START Data to use
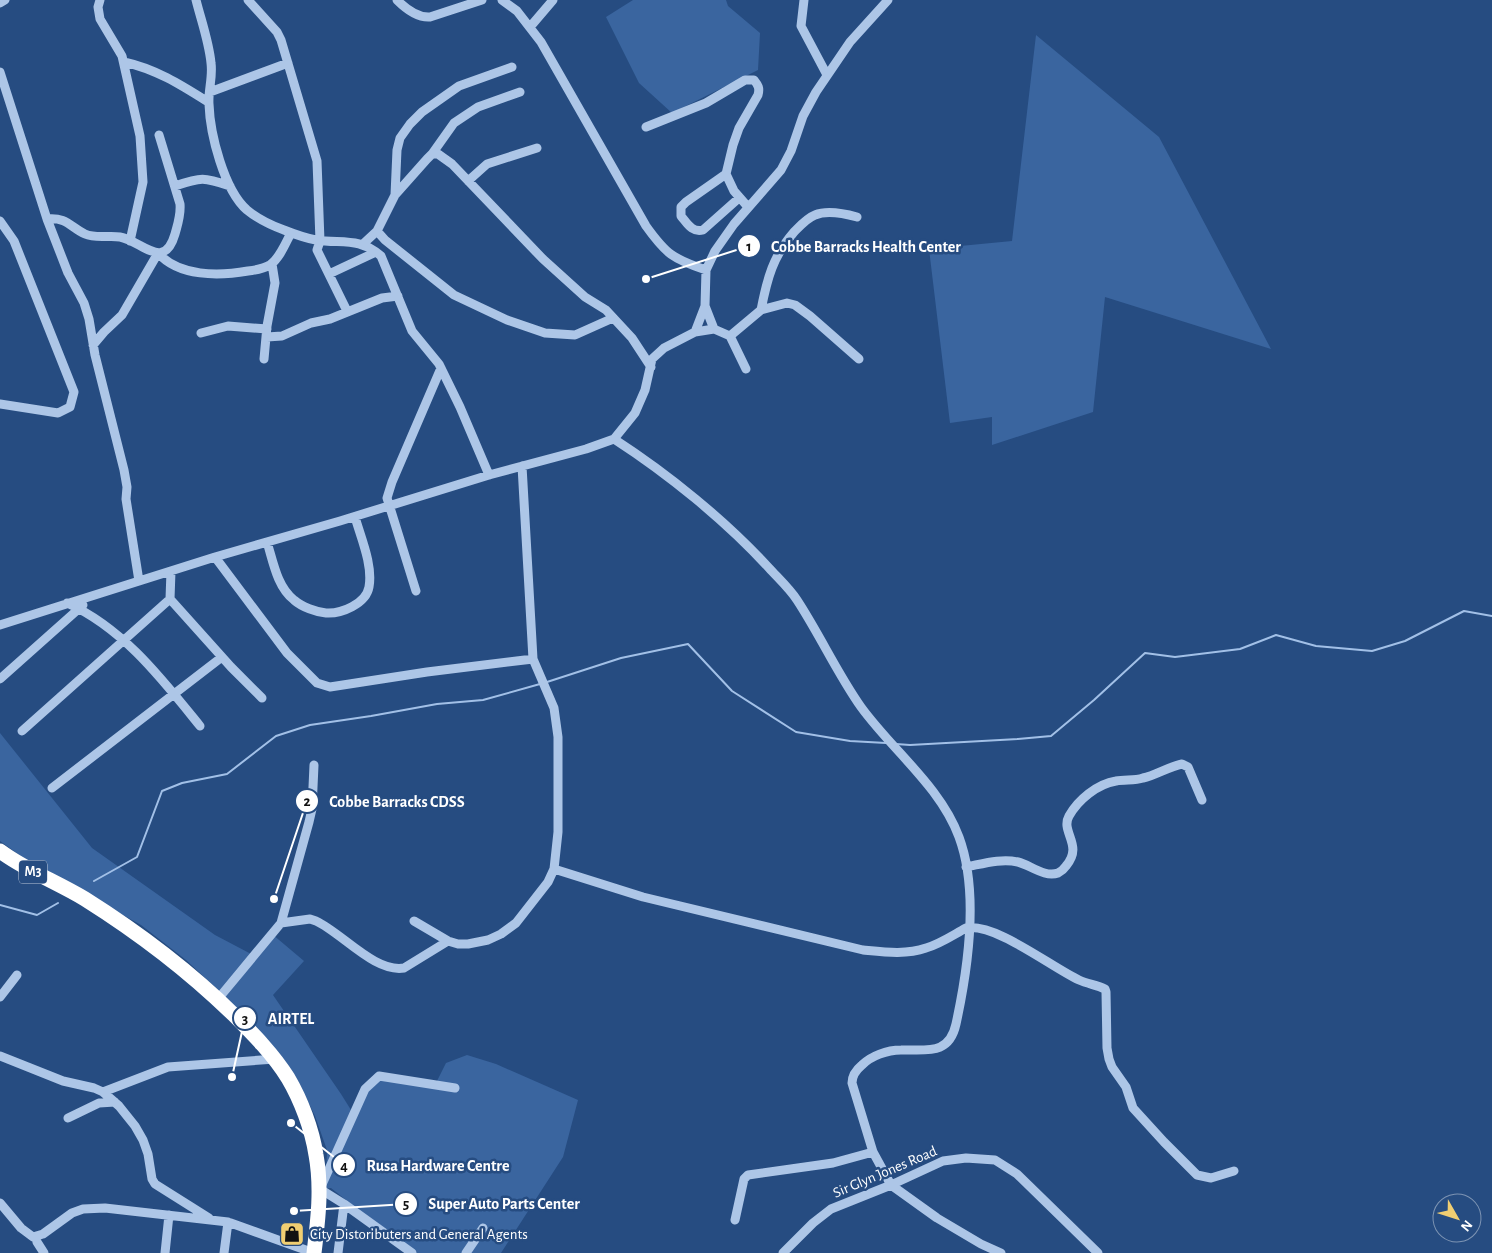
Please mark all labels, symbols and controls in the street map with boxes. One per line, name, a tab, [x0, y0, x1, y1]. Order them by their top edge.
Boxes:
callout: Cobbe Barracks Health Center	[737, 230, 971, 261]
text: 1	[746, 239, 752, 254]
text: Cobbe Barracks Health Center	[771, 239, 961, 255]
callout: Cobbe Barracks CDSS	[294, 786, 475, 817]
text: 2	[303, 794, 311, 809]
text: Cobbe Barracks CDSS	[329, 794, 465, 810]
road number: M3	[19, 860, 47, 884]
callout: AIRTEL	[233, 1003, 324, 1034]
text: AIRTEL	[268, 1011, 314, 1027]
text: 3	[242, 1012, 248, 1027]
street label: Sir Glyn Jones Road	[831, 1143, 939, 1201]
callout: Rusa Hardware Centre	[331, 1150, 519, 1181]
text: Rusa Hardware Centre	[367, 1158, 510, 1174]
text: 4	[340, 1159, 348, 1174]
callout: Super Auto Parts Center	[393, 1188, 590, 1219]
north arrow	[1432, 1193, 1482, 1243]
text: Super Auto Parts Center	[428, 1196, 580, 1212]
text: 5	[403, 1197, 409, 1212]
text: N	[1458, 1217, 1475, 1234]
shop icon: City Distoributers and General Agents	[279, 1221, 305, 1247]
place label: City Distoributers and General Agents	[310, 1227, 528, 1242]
END Data to use
START Data to use
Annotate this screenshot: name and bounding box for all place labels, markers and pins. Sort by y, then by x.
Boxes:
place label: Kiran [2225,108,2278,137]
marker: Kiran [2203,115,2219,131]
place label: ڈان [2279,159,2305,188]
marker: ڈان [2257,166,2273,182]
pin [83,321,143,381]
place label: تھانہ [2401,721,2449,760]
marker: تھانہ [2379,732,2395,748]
END Data to use
Whenever a line above contains "name", copy that line.

Please mark all labels, symbols and controls in the street map with boxes. One per line, name, a tab, [x0, y0, x1, y1]. Order them by their top edge.
Annotate this screenshot: name and bounding box for all place labels, markers and pins. Sort by y, then by x.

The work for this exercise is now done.